● **Directions for this task**:
Line by line, give the data again exactly as it appears.

● **Information provided**:
▼

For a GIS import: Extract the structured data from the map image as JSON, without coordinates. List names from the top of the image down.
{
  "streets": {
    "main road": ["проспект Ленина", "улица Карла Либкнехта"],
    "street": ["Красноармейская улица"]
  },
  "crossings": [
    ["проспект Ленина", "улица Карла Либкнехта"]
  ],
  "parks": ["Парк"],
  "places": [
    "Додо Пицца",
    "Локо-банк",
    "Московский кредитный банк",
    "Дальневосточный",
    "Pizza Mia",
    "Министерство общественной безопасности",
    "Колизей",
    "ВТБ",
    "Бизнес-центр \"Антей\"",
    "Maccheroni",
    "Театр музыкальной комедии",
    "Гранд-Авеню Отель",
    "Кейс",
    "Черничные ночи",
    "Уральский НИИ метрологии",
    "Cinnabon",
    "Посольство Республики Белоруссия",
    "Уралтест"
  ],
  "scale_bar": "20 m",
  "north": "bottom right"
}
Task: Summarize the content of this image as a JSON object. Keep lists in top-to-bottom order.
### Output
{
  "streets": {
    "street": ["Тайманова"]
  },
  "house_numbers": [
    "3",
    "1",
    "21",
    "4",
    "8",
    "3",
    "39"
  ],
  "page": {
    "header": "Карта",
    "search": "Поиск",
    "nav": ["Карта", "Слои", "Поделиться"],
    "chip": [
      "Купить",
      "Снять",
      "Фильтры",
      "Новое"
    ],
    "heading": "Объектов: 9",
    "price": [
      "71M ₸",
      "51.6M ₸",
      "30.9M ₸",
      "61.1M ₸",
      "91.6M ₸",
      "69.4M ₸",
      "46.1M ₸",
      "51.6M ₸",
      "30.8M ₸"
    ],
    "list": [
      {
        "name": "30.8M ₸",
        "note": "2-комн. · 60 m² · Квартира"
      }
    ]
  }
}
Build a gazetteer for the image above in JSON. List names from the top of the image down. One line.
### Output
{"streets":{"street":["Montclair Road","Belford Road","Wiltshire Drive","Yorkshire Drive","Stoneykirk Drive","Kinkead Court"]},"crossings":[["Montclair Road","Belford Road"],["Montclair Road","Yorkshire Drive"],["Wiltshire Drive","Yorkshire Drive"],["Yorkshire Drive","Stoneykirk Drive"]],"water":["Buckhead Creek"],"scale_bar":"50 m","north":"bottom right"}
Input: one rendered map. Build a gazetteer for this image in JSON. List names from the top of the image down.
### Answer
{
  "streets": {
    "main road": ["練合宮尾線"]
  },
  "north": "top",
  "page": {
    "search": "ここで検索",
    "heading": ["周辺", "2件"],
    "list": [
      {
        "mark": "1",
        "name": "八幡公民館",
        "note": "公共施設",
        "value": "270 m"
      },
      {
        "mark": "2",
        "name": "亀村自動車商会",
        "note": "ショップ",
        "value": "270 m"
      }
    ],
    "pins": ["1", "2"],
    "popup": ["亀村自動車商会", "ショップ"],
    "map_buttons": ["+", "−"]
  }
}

▲

● **Your solution**:
For a GIS import: Extract the structured data from the map image as JSON, without coordinates. List names from the top of the image down.
{
  "streets": {
    "main road": ["проспект Ленина", "улица Карла Либкнехта"],
    "street": ["Красноармейская улица"]
  },
  "crossings": [
    ["проспект Ленина", "улица Карла Либкнехта"]
  ],
  "parks": ["Парк"],
  "places": [
    "Додо Пицца",
    "Локо-банк",
    "Московский кредитный банк",
    "Дальневосточный",
    "Pizza Mia",
    "Министерство общественной безопасности",
    "Колизей",
    "ВТБ",
    "Бизнес-центр \"Антей\"",
    "Maccheroni",
    "Театр музыкальной комедии",
    "Гранд-Авеню Отель",
    "Кейс",
    "Черничные ночи",
    "Уральский НИИ метрологии",
    "Cinnabon",
    "Посольство Республики Белоруссия",
    "Уралтест"
  ],
  "scale_bar": "20 m",
  "north": "bottom right"
}
Task: Summarize the content of this image as a JSON object. Keep lists in top-to-bottom order.
### Output
{
  "streets": {
    "street": ["Тайманова"]
  },
  "house_numbers": [
    "3",
    "1",
    "21",
    "4",
    "8",
    "3",
    "39"
  ],
  "page": {
    "header": "Карта",
    "search": "Поиск",
    "nav": ["Карта", "Слои", "Поделиться"],
    "chip": [
      "Купить",
      "Снять",
      "Фильтры",
      "Новое"
    ],
    "heading": "Объектов: 9",
    "price": [
      "71M ₸",
      "51.6M ₸",
      "30.9M ₸",
      "61.1M ₸",
      "91.6M ₸",
      "69.4M ₸",
      "46.1M ₸",
      "51.6M ₸",
      "30.8M ₸"
    ],
    "list": [
      {
        "name": "30.8M ₸",
        "note": "2-комн. · 60 m² · Квартира"
      }
    ]
  }
}
Build a gazetteer for the image above in JSON. List names from the top of the image down. One line.
### Output
{"streets":{"street":["Montclair Road","Belford Road","Wiltshire Drive","Yorkshire Drive","Stoneykirk Drive","Kinkead Court"]},"crossings":[["Montclair Road","Belford Road"],["Montclair Road","Yorkshire Drive"],["Wiltshire Drive","Yorkshire Drive"],["Yorkshire Drive","Stoneykirk Drive"]],"water":["Buckhead Creek"],"scale_bar":"50 m","north":"bottom right"}
Input: one rendered map. Build a gazetteer for this image in JSON. List names from the top of the image down.
### Answer
{
  "streets": {
    "main road": ["練合宮尾線"]
  },
  "north": "top",
  "page": {
    "search": "ここで検索",
    "heading": ["周辺", "2件"],
    "list": [
      {
        "mark": "1",
        "name": "八幡公民館",
        "note": "公共施設",
        "value": "270 m"
      },
      {
        "mark": "2",
        "name": "亀村自動車商会",
        "note": "ショップ",
        "value": "270 m"
      }
    ],
    "pins": ["1", "2"],
    "popup": ["亀村自動車商会", "ショップ"],
    "map_buttons": ["+", "−"]
  }
}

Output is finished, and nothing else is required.